**Task objective**: Work through the lines below and count those holding "absolute"; reply with the number only.

**Data for review**:
───

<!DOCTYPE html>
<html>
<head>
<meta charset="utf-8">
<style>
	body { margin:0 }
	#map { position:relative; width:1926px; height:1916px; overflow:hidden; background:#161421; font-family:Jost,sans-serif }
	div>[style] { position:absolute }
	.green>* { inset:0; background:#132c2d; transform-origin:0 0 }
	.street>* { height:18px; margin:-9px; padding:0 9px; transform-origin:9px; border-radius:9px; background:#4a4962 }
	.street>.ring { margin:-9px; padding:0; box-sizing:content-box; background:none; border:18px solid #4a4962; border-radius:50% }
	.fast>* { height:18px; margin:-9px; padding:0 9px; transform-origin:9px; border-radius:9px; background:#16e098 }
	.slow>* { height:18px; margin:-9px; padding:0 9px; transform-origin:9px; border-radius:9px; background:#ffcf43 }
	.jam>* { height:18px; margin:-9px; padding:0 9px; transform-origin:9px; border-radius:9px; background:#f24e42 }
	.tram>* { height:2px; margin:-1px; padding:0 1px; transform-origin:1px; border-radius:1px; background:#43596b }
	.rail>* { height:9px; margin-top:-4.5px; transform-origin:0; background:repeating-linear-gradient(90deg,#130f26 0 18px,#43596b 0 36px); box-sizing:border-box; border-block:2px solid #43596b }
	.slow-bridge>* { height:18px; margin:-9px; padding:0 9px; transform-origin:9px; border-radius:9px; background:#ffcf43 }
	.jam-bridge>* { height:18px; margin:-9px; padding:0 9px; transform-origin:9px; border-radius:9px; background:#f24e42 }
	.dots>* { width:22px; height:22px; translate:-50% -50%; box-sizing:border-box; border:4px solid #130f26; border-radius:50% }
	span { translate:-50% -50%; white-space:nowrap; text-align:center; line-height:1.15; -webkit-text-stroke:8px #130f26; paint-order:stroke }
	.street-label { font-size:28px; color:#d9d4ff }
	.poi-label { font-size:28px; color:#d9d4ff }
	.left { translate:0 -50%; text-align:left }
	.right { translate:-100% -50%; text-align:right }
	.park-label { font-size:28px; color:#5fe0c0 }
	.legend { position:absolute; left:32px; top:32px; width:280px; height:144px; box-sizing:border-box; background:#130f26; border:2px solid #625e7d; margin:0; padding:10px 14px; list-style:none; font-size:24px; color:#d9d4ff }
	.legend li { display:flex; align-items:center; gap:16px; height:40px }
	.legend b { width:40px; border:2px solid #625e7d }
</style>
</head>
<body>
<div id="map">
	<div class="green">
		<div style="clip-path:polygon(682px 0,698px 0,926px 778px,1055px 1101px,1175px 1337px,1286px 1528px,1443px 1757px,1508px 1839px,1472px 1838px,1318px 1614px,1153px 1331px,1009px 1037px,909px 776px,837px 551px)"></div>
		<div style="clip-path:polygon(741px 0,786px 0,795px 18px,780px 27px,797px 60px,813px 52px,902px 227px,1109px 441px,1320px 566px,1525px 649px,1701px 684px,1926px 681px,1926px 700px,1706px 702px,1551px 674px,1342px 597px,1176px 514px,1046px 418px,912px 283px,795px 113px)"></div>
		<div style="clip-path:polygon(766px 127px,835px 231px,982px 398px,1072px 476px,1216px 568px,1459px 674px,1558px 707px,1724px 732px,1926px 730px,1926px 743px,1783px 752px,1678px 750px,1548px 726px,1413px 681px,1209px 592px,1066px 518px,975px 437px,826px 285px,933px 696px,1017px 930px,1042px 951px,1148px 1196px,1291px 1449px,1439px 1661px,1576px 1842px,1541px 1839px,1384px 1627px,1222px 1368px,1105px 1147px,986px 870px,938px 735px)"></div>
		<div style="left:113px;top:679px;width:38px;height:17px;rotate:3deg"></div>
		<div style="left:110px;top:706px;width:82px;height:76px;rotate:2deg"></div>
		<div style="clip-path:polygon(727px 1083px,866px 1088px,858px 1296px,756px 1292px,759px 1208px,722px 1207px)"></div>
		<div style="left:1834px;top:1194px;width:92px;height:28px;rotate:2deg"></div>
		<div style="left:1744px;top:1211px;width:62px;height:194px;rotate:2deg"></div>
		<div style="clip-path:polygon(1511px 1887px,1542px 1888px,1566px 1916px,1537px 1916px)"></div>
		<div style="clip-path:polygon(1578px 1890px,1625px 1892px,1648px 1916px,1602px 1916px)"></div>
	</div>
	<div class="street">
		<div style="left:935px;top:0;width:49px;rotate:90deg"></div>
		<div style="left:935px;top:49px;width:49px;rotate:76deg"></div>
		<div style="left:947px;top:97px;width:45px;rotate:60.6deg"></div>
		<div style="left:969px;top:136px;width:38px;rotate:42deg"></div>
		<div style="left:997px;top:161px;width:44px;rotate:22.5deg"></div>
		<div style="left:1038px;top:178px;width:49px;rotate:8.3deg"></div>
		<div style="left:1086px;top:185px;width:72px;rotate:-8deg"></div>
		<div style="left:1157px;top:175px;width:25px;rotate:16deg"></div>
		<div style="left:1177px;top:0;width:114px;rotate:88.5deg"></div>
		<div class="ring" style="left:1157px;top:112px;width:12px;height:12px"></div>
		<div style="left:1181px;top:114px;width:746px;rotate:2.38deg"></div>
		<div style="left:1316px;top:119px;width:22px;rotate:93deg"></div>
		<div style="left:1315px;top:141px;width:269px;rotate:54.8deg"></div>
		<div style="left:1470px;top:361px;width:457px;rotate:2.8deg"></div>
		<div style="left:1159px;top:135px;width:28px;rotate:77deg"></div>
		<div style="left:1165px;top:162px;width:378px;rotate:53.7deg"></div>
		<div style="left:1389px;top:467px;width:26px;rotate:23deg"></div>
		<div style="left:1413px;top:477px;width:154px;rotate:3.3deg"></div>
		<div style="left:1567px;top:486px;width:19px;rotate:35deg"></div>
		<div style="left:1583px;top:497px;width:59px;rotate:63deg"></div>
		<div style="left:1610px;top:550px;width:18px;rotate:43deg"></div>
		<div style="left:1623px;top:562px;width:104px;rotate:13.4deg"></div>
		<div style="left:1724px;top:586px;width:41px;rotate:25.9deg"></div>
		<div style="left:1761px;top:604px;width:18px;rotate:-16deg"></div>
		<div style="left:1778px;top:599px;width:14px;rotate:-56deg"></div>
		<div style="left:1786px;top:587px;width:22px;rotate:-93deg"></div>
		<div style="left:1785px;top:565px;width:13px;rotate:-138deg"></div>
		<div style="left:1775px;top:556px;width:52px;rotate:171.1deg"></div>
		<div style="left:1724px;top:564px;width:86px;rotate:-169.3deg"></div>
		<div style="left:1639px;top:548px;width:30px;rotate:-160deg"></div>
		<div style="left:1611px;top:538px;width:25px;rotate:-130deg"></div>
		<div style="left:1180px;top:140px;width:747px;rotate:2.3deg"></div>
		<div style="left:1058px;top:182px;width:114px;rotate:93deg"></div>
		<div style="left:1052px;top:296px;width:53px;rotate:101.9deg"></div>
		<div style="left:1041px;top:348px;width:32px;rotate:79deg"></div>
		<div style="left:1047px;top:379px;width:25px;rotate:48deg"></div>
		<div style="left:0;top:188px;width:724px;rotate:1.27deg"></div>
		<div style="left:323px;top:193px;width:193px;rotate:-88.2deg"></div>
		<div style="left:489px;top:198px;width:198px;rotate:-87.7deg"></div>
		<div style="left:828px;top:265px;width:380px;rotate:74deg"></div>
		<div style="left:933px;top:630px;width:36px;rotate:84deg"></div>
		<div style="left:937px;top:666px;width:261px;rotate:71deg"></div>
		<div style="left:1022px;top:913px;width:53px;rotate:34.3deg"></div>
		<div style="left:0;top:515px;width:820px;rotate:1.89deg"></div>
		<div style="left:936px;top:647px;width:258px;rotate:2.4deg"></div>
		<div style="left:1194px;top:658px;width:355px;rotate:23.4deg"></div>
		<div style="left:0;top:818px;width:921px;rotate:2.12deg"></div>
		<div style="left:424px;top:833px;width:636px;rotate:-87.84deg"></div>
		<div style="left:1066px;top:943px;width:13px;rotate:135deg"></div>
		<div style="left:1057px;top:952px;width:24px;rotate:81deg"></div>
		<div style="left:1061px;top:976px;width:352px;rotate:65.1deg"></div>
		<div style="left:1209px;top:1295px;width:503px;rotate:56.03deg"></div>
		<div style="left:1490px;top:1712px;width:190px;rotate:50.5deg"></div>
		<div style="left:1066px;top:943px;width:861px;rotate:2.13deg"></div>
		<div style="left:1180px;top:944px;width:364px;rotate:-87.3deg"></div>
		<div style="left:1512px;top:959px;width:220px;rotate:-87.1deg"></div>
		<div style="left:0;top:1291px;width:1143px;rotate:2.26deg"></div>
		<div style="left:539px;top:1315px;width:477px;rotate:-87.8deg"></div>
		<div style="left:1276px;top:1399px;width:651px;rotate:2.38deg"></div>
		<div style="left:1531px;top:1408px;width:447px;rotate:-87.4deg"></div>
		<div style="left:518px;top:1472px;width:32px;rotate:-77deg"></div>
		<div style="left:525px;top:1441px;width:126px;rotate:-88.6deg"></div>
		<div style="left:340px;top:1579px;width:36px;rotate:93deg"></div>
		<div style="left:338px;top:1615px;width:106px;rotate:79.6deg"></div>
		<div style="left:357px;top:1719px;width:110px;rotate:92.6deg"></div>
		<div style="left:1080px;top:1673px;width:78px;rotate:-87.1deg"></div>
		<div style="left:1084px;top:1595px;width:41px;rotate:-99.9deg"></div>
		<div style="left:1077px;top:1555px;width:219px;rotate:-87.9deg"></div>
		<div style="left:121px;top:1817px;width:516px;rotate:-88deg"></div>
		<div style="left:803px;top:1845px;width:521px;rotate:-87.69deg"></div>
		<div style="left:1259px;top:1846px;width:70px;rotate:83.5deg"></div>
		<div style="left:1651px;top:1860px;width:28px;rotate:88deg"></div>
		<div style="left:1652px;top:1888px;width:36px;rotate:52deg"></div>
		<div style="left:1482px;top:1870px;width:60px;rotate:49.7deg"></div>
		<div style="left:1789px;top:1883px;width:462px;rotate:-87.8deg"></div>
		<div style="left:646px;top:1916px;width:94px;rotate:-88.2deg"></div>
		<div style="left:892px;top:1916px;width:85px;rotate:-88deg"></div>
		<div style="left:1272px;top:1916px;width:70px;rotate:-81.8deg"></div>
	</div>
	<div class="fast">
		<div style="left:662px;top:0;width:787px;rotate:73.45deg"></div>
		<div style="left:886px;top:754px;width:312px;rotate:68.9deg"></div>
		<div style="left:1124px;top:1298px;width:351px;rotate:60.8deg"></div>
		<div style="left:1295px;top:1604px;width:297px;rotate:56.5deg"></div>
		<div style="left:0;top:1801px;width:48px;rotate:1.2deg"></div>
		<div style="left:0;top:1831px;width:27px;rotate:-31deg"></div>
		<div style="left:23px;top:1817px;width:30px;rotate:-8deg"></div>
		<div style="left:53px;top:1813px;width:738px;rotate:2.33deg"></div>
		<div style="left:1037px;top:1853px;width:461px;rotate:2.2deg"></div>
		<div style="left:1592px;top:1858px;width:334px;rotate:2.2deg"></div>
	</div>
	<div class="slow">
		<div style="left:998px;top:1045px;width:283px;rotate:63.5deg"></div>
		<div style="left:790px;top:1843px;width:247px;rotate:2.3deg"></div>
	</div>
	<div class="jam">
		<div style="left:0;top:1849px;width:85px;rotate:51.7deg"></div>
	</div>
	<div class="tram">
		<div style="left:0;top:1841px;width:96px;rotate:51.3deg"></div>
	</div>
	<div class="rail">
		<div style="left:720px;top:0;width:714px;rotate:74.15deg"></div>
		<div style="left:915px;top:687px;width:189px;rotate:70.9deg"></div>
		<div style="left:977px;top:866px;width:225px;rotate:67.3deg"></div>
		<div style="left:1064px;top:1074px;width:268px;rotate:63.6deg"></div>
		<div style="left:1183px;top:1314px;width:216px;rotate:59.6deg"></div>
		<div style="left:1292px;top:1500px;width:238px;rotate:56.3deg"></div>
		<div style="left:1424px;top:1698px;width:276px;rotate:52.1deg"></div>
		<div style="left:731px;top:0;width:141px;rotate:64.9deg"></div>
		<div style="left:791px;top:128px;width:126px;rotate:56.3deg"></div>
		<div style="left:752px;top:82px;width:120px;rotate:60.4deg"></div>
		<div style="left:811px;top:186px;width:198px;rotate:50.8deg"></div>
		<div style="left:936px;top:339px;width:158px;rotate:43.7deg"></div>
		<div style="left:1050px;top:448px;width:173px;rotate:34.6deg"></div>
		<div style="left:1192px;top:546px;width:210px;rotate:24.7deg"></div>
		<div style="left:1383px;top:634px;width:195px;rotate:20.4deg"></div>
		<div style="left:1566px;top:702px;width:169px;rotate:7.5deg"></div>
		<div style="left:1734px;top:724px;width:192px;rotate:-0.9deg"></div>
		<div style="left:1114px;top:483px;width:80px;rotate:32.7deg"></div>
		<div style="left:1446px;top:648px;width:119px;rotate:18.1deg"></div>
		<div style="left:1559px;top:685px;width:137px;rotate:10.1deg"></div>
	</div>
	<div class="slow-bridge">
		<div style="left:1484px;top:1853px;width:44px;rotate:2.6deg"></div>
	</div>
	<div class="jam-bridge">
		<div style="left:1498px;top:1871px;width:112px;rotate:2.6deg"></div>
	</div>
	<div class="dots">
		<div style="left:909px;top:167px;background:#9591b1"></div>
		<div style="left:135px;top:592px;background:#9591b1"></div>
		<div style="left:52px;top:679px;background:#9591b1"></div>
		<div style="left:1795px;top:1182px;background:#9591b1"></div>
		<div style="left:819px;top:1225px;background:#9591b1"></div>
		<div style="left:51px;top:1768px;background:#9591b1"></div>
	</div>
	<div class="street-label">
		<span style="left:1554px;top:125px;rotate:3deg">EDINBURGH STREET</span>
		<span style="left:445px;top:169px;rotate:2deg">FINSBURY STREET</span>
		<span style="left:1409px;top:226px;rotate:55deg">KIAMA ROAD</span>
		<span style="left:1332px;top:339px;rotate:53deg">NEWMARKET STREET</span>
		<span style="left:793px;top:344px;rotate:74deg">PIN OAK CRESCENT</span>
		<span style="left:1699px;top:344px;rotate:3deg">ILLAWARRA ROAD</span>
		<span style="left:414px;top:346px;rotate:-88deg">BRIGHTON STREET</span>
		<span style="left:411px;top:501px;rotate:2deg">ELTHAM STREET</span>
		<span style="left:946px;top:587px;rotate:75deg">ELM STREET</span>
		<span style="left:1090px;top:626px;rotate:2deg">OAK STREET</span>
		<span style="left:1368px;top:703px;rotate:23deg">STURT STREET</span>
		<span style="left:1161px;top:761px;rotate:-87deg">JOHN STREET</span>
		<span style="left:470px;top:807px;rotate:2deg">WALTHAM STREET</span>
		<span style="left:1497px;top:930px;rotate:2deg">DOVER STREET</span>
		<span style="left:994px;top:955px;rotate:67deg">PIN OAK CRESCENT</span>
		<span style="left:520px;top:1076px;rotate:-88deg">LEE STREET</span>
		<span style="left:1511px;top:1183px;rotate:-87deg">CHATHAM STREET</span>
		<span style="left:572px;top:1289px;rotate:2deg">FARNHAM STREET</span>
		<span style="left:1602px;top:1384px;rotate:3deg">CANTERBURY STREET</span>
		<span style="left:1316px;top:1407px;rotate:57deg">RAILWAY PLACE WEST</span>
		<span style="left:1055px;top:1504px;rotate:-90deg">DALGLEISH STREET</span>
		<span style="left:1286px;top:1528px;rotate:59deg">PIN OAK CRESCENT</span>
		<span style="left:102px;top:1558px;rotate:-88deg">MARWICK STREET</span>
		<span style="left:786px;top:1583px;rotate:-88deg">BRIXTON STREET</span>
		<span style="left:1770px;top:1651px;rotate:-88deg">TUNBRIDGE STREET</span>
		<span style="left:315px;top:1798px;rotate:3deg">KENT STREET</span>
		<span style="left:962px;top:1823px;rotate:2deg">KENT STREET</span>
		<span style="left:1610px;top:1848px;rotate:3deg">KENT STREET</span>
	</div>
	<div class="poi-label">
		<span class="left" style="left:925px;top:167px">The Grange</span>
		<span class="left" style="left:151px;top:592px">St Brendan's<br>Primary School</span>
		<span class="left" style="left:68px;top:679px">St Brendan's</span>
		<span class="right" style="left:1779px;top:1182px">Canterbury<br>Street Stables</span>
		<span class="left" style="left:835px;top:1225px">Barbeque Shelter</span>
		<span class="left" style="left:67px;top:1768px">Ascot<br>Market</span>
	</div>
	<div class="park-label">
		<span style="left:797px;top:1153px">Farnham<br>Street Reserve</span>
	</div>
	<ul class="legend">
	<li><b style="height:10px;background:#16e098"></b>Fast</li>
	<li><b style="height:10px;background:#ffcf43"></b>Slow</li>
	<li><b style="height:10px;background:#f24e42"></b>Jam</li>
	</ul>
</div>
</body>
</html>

───

**Exercise answer**: 2